▶ **EXERCISE DESCRIPTION**: Scan the data. Collect each line that contains the word "content".
****************************************
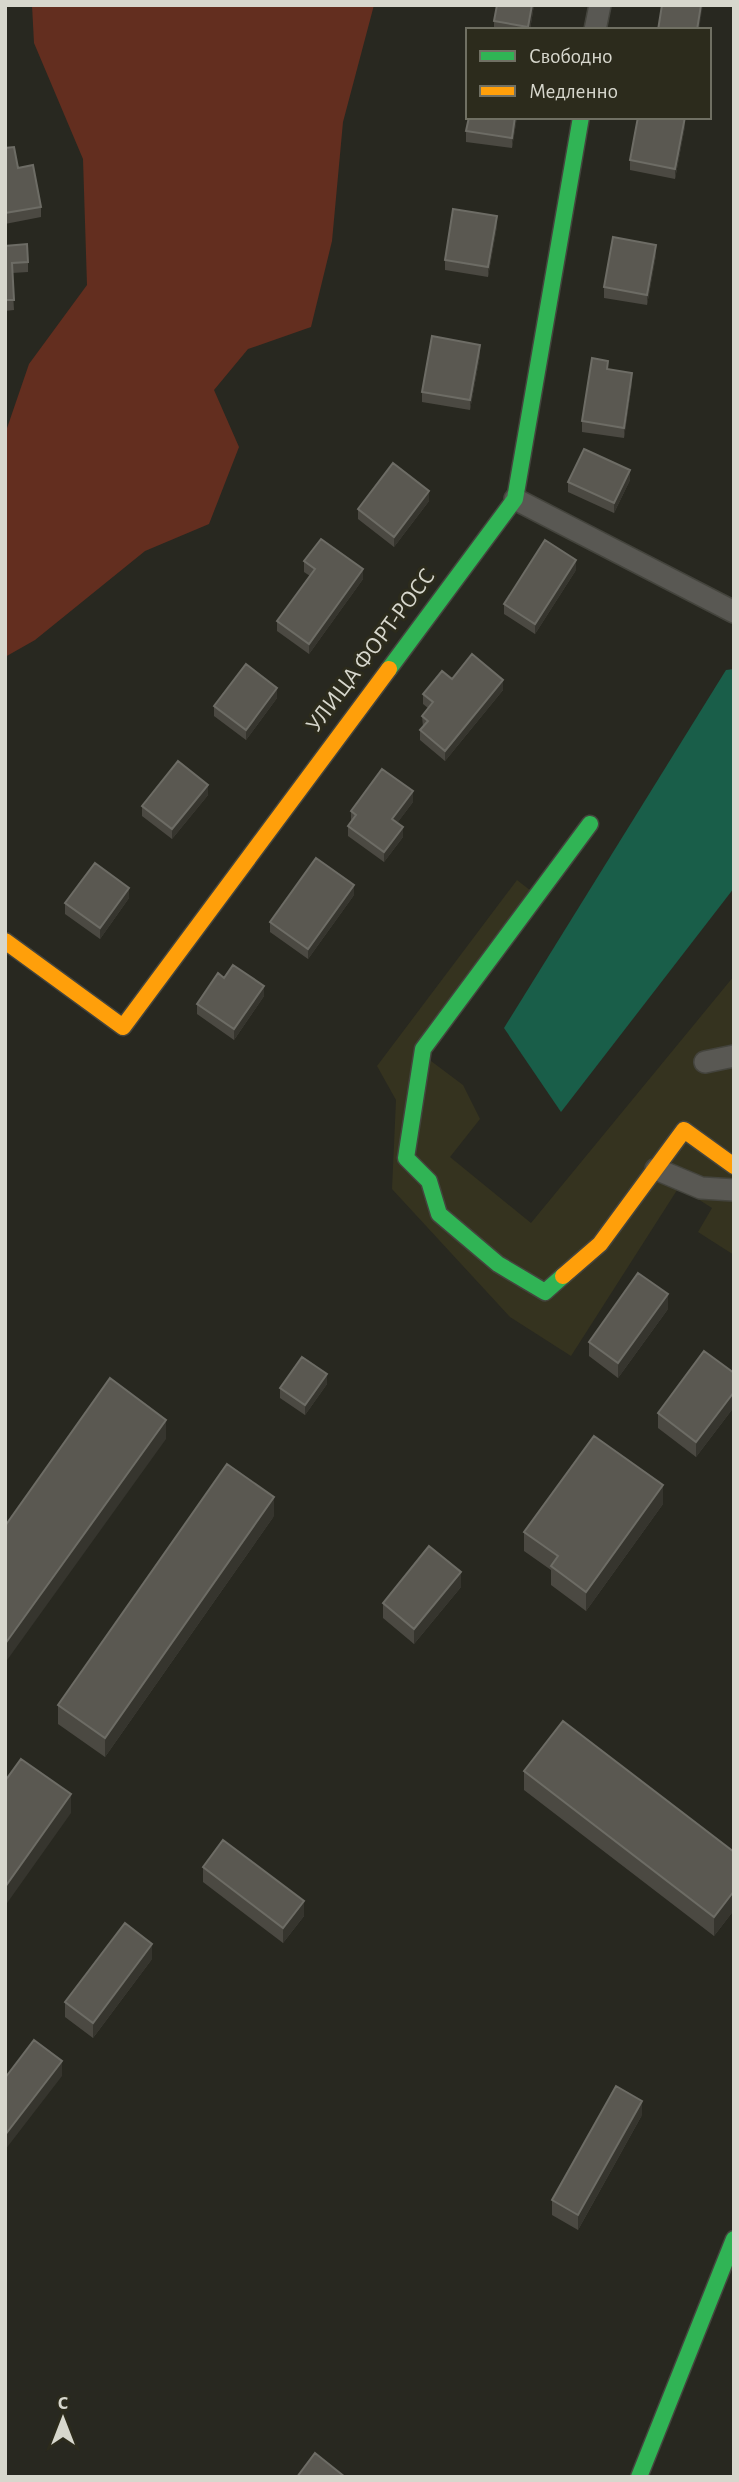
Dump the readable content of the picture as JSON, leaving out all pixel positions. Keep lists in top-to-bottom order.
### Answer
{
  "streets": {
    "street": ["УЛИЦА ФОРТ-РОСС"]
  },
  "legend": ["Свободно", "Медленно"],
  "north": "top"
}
****************************************
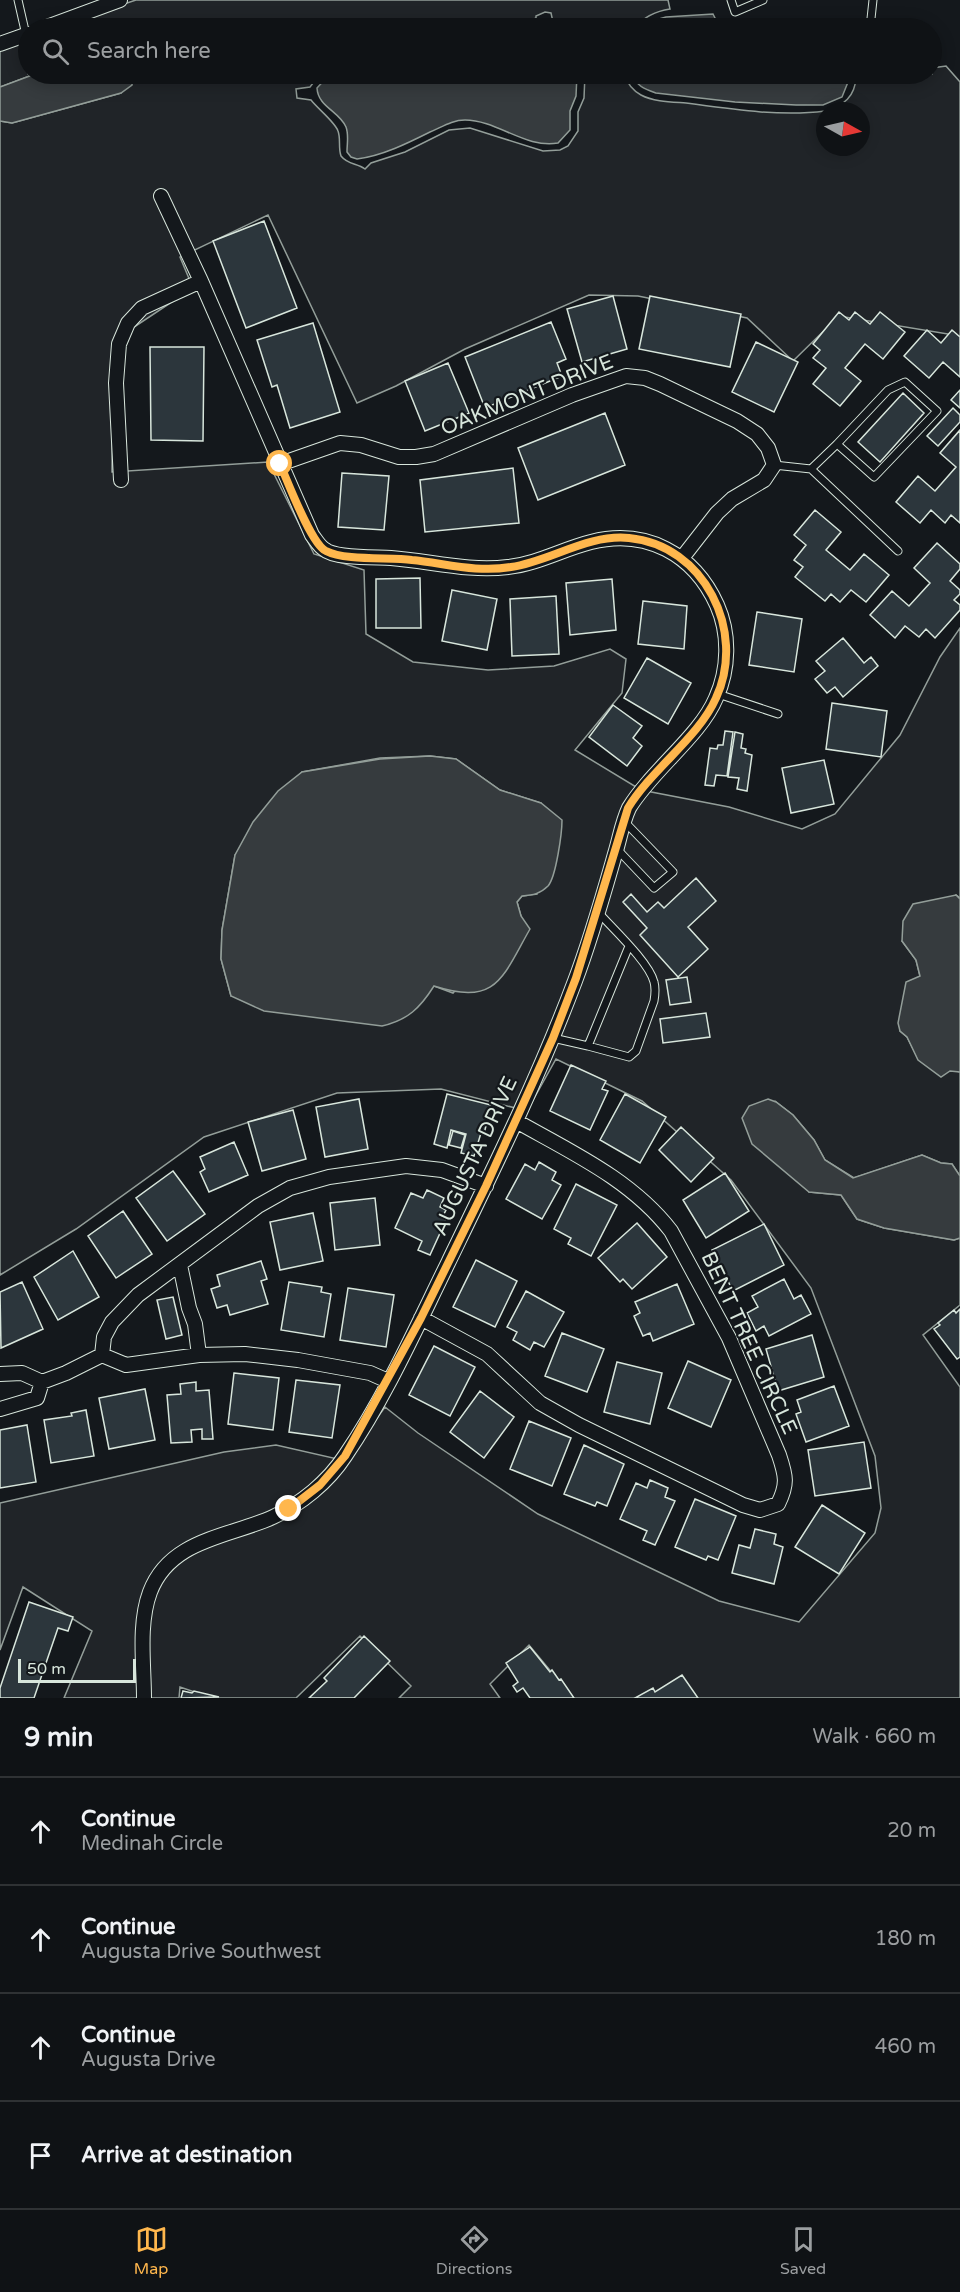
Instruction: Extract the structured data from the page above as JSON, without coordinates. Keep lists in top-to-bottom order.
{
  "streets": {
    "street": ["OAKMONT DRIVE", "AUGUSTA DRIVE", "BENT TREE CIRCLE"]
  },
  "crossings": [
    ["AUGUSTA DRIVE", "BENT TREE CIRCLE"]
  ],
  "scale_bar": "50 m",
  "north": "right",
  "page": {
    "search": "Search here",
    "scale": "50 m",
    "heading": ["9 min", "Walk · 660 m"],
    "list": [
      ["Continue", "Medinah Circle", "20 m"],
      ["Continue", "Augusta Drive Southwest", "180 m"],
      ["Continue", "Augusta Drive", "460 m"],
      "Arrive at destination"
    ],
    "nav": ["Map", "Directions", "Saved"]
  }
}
****************************************
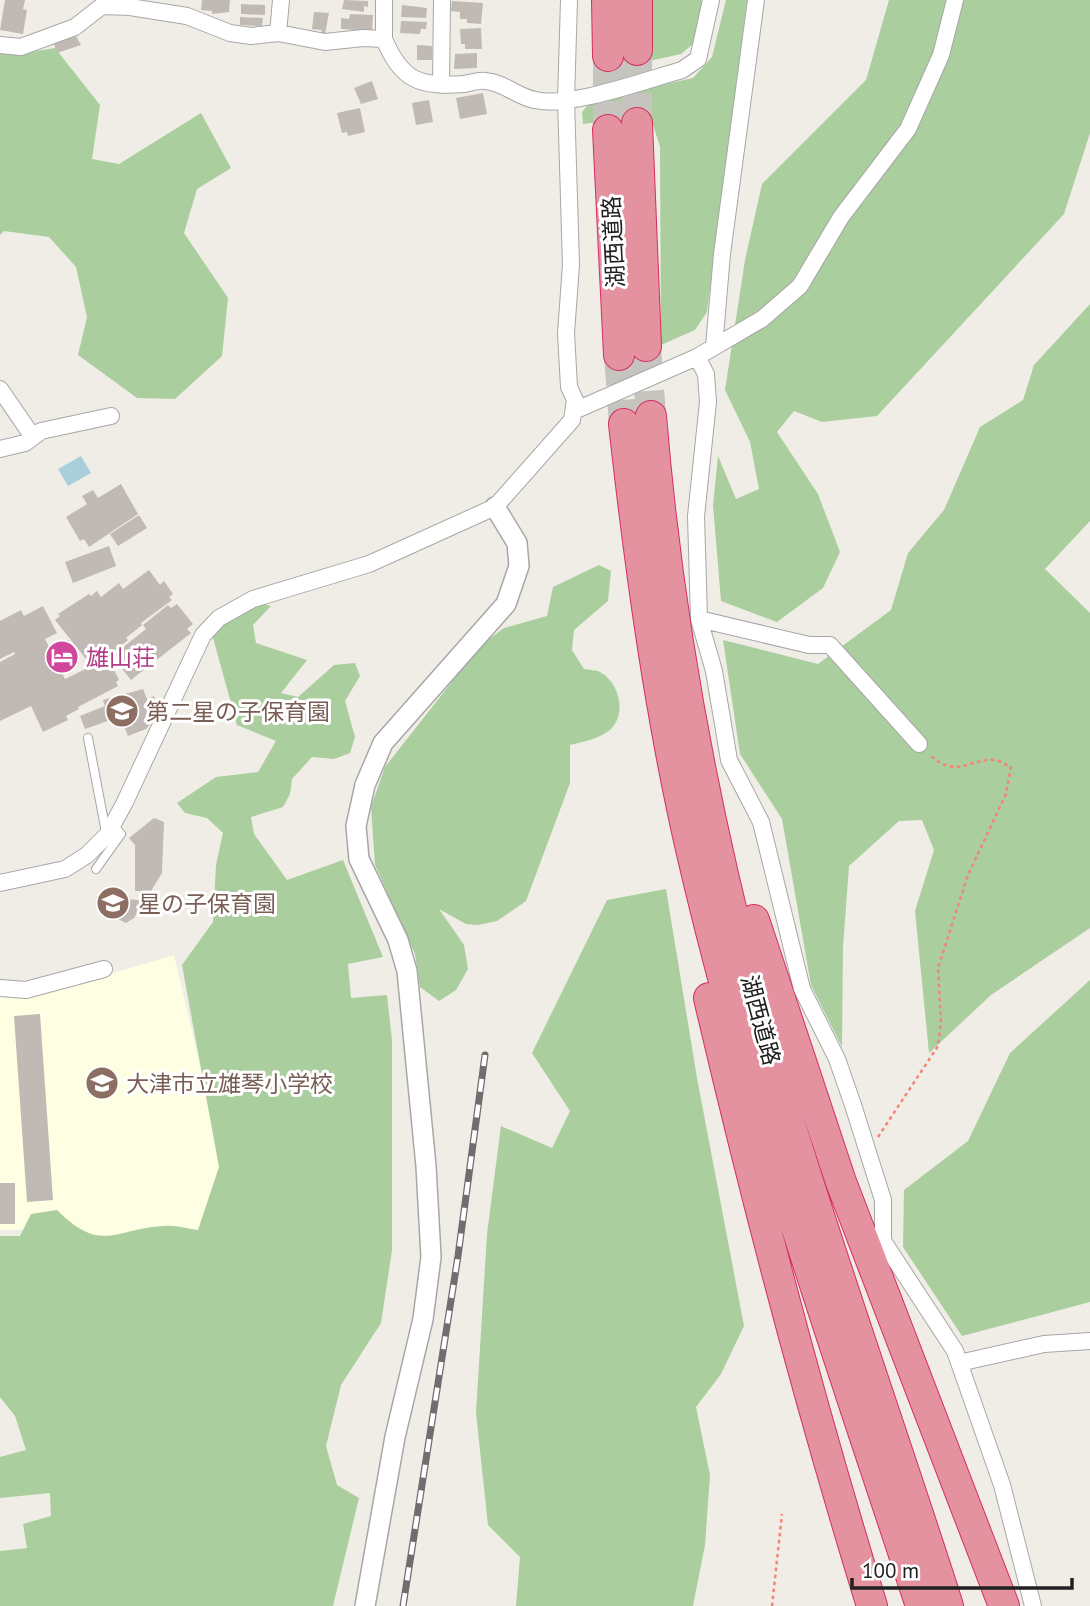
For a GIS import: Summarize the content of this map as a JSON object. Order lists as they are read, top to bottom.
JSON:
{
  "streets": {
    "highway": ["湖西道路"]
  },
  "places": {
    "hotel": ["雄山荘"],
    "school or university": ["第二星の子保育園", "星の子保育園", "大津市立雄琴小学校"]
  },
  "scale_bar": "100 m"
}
****************************************
▶ **SOLUTION**:
Dump the readable content of the picture as JSON, leaving out all pixel positions. Keep lists in top-to-bottom order.
For a GIS import: Summarize the content of this map as a JSON object. Order lists as they are read, top to bottom.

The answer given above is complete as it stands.